Kirkpatrick also highlights a state rule set "to take effect Dec. 19 that forces anyone who has had an abortion or lost a pregnancy to miscarriage to have the remains cremated or buried -- regardless of that person's beliefs or desires." The measure "isn't based on scientific research or medical best practice," she explains, but rather "is merely a way for Texas to make the abortion procedure more expensive and emotionally traumatic for the patient." According to Kirkpatrick, the rule "would disproportionately impact the low-income people who call us at the Texas Equal Access Fund hotline seeking funding for their abortions, as it would add cost to the procedure."

Further, Kirkpatrick continues, "As expected, Lt. Governor Dan Patrick [R] included anti-abortion measures in his top legislative priorities for 2017." Patrick "is seeking to ban effective and medically proven abortion procedures and justifying it with inflammatory and unscientific rhetoric," Kirkpatrick writes. She adds, "Patrick also wants to crack down on the 'selling of fetal tissue,' which is a made-up problem manufactured by bogus sting videos meant to damage our allies at Planned Parenthood."

According to Kirkpatrick, "At Texas Equal Access Fund, we already knew that 2017 was going to be a year of resistance and vigilance." Citing Texas Equal Access Fund's role in representing the voices of those most affected by the proposed restrictions, Kirkpatrick writes, "Low-income people in Texas bear the brunt of anti-choice legislation. People of color, undocumented people, incarcerated people, people in rural communities and young people already face too many barriers to abortion and are either forgotten, ignored or openly attacked by [antiabortion-rights] politicians."

"But we're ready to take them on," Kirkpatrick states.
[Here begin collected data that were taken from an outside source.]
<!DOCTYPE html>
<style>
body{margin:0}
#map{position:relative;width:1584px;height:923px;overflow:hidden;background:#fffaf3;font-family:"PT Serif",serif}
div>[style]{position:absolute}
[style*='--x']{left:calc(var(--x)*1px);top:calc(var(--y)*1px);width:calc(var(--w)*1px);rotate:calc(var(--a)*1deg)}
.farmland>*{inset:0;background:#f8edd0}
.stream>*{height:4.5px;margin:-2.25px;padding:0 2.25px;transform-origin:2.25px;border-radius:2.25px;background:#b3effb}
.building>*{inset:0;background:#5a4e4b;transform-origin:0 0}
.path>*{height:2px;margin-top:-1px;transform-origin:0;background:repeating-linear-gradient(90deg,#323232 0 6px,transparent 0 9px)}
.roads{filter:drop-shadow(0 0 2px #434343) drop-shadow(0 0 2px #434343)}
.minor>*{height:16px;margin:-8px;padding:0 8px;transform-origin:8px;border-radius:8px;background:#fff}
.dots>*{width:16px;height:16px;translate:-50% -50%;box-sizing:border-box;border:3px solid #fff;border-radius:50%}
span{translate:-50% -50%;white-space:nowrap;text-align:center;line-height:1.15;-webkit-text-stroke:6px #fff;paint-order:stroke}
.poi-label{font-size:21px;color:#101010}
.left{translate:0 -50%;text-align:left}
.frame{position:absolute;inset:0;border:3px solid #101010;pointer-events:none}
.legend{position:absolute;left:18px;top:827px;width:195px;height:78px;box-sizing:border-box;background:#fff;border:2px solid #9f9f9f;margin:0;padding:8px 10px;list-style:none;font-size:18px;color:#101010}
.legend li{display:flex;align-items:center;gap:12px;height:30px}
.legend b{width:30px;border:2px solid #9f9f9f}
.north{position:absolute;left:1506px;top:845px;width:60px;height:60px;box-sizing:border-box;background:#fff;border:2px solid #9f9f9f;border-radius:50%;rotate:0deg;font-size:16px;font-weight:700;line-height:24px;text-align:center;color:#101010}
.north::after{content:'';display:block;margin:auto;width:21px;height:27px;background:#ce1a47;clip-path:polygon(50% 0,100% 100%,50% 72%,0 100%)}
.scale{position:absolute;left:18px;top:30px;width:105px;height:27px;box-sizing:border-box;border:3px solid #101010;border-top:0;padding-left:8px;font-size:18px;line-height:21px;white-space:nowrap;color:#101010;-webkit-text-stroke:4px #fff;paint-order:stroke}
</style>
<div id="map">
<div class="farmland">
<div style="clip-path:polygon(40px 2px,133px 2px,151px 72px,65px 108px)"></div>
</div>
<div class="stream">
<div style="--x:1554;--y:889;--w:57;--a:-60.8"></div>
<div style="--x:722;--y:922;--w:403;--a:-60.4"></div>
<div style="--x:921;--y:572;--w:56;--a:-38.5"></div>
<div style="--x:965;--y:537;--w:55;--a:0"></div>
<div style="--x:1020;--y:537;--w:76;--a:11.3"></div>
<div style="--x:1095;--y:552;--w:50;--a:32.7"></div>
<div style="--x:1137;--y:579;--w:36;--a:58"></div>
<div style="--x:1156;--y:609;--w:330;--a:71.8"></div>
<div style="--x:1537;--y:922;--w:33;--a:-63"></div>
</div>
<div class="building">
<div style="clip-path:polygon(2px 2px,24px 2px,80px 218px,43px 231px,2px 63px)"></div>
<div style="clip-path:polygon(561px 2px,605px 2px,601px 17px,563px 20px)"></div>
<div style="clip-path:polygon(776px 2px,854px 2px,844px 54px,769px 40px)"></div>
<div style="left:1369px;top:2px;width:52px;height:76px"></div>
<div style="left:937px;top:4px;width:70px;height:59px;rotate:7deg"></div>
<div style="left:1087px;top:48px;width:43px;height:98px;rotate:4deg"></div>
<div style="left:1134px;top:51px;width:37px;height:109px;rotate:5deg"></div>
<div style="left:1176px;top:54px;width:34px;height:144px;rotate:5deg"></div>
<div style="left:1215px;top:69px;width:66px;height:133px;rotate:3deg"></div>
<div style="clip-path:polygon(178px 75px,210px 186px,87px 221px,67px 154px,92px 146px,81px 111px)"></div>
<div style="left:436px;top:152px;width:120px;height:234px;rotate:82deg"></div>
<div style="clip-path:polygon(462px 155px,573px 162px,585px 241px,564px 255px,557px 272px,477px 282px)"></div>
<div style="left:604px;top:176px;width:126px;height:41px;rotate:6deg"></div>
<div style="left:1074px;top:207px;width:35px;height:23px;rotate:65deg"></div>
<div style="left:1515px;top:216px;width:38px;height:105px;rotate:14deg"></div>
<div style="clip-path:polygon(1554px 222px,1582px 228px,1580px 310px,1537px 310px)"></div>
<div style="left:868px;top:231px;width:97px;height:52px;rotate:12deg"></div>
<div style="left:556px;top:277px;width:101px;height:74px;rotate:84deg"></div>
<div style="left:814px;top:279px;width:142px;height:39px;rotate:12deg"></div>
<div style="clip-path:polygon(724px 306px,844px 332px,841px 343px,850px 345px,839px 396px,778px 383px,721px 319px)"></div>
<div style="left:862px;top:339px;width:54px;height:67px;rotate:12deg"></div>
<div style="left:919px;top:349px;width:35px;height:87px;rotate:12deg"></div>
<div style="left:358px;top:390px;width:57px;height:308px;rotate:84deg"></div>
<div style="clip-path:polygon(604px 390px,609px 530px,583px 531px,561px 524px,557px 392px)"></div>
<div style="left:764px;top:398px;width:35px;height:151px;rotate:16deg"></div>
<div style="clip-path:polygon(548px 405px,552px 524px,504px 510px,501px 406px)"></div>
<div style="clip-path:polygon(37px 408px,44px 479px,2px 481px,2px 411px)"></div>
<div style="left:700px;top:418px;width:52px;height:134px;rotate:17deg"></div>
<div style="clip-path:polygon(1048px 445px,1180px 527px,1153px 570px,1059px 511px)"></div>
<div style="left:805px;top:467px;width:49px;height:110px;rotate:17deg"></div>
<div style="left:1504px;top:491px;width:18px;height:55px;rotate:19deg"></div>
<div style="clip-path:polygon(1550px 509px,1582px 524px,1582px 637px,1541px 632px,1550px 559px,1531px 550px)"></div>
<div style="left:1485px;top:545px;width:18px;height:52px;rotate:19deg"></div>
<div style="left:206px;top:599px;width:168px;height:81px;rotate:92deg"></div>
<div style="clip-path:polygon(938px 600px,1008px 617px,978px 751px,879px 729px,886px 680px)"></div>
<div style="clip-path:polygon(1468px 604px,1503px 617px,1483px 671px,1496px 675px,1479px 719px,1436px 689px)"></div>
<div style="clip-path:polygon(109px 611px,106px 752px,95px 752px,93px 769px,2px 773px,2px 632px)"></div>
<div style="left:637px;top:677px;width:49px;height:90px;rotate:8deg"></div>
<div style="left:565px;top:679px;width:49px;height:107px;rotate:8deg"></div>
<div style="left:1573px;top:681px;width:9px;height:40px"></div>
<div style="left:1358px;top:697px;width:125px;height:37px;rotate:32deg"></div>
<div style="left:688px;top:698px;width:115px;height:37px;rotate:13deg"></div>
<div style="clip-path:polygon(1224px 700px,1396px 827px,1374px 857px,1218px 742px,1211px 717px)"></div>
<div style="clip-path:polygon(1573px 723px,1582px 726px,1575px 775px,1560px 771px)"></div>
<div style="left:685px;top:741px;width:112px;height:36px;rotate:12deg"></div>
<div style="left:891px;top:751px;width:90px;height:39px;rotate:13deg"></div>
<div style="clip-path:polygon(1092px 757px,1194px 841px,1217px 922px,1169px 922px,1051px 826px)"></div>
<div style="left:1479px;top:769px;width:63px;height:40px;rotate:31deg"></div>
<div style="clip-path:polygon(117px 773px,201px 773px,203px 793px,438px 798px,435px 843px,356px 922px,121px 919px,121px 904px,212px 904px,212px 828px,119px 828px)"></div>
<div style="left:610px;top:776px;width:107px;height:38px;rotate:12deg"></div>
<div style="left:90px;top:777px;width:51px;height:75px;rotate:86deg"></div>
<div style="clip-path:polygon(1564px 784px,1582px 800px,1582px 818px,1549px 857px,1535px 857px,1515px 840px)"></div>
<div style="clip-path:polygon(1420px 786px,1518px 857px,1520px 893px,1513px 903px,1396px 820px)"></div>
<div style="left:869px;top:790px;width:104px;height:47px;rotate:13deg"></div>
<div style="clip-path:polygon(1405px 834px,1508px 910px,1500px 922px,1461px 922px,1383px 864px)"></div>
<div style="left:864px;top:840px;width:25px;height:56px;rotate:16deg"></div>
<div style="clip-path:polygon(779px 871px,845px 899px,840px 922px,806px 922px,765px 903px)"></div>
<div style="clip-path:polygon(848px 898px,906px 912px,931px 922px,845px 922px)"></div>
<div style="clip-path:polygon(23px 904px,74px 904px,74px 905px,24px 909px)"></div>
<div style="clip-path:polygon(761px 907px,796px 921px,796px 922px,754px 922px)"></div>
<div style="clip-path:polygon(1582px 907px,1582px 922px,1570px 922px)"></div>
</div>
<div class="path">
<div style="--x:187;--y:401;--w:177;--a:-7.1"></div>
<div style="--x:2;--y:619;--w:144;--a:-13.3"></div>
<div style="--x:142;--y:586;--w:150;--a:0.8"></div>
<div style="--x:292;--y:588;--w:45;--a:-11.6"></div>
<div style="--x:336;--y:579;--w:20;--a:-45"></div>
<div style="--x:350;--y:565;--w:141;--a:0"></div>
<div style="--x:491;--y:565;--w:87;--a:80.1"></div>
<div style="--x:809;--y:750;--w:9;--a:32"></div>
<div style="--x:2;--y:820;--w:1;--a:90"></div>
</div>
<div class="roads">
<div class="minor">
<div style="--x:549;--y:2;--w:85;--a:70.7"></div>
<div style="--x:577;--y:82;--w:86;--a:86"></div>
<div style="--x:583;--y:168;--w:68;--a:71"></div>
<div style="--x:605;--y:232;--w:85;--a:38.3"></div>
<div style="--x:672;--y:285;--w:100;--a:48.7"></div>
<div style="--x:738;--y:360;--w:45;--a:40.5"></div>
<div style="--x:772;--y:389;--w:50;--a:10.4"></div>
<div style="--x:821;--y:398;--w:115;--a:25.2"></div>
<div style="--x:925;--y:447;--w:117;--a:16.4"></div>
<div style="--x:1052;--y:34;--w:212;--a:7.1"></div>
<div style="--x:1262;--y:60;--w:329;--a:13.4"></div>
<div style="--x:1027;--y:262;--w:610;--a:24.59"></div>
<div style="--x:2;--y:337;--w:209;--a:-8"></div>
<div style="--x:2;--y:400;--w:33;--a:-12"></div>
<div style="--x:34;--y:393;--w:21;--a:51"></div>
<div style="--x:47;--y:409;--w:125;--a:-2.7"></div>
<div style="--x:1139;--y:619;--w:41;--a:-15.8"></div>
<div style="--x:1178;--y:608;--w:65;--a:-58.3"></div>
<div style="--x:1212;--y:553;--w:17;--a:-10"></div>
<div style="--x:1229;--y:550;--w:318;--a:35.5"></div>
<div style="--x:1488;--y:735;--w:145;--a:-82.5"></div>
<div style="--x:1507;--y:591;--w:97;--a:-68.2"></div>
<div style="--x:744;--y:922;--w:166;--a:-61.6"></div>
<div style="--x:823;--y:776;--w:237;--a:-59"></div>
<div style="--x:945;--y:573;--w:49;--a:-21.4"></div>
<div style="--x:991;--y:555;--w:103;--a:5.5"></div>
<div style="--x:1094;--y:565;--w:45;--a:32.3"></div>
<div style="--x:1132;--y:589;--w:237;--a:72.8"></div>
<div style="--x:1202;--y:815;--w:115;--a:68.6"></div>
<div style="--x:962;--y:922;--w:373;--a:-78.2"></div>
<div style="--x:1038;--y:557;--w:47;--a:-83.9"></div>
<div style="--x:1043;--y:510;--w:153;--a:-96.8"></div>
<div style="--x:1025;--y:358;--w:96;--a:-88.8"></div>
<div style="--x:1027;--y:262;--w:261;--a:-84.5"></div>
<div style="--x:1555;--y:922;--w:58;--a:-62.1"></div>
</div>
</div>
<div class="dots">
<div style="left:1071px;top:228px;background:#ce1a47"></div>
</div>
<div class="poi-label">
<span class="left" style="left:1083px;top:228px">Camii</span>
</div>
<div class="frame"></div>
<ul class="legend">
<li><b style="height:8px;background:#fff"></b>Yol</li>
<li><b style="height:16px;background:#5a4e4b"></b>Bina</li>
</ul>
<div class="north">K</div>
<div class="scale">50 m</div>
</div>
Citing the fund's Repro Power Dallas Agenda, she explains that "we'll be working with our ... state representatives [who support abortion rights] to push back on these proposals." Kirkpatrick concludes, "Regardless of who is in the White House, we here at Texas Equal Access Fund will spend 2017 making sure that people can access abortion when they need it, and building toward a future where every Texan can live with dignity, justice and self-determination" (Kirkpatrick, "TribTalk," Texas Tribune, 12/7).